What about the reputation for ruthlessness that drove the Coliseum orchestra to refer to him as "the Ayatollah"? "When I started at ENO it took some time and the right colleagues to get it together. And there'll be hard decisions in Manchester, too." The Halle's financial problems have been well-documented, though a deficit of pounds 1.35m in the last financial year (1997-8) is encouragingly expected to have been reduced this year by over half, to around pounds 600,000. An appeal for pounds 3m over four years currently stands at around pounds 1.2m.
The reduction in the number of players from 98 to 80 that the Halle board sanctioned as a cost-cutting exercise, after downsizing the administration and selling off some valuable instruments, was surely a desperate measure. "Filling those gaps is right at the top of my list of priorities, and the board knows that. I'll be begging and insisting because I'm a bit impatient. Those missing string players affect the repertoire. Whether what I regard as the right amount of money for the future is forthcoming will only become apparent over these next months or years."
Elder, who was 52 last week, will conduct 24 Halle concerts each season, bringing him to the orchestra for at least 12 weeks every year. He'd also like to build up a small pool of regular guest conductors which will mean watching a few others in action with the Halle. His own contract is for three years, though if all goes well he's looking at a decade. But his diary has been pretty well filled into the new century and engagements such as conducting Domingo at the Met prevent him from being in Manchester as much as he'd have liked during his first season.
He conducts the Halle Orchestra and Choir in Beethoven's Ninth Symphony on Saturday in Oldham but his next Halle concert won't be until early January when he launches a new era and the new millennium with Tippett's The Mask of Time. "It's hard and demanding but it's definitely a piece for a great opening or a beginning, a celebration of the human spirit in all forms."

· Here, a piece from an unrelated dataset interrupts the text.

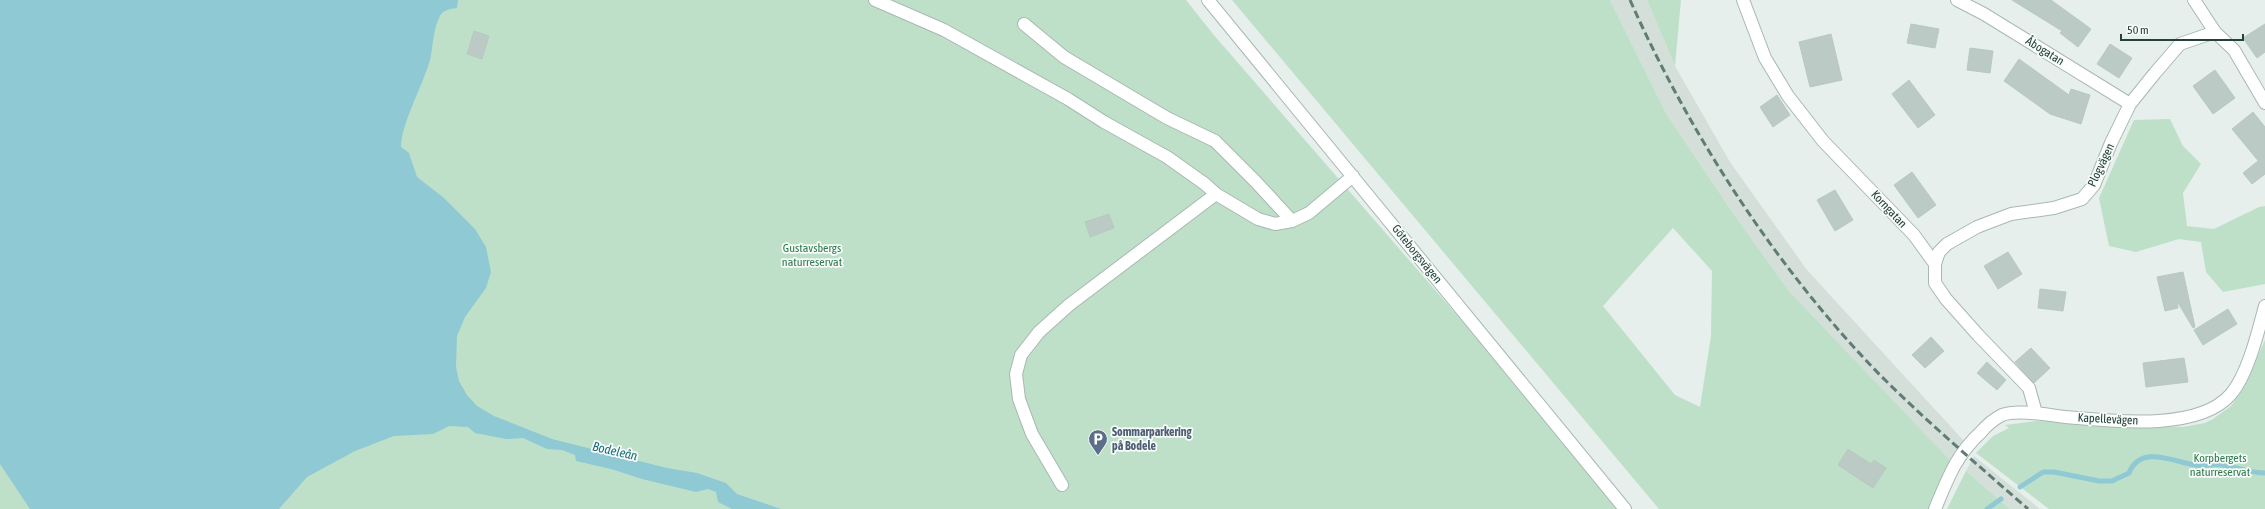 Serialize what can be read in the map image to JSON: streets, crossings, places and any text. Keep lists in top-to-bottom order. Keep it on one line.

In between those Halle concerts, ironically, Elder will be conducting Manchester's other orchestra, the high-profile BBC Philharmonic, in Strauss's Symphonia domestica, which will also be televised live from the Proms.
Elder made his first appearance with the Halle in 1981, conducting performances of Walton's Belshazzar's Feast in the Free Trade Hall. He returned last December after an absence of many years to give the Manchester premiere of the Elgar/Payne Third Symphony, coupled with music from Wagner's Parsifal (the opera that recently saw him back in the pit at the Coliseum). "This might be the time to reassert the Halle's relationship with the centre of great English music, after a period when that's definitely not been the case. It would be wonderful to present all of Elgar's works instead of just the handful that are always played."
The announcement of Elder's post coincides with the arrival of a new Halle Chief Executive, John Summers, on whose appointment Elder's agreement was sought. "I wouldn't have wanted to come in without knowing that I'd be happy working with the new Chief Executive. Though we're strangers at the moment, I do know what he's achieved with the Northern Sinfonia in Newcastle. The buck needs to stop with one person who has ultimate responsibility, and I would rather that person were not a performer. Those of us who do perform need something to kick against." Elder hasn't touched his bassoon since university, though he still "thinks the fingering", and Summers put away his cello some years ago. Both he and Elder are now calling the tune on a much bigger platform.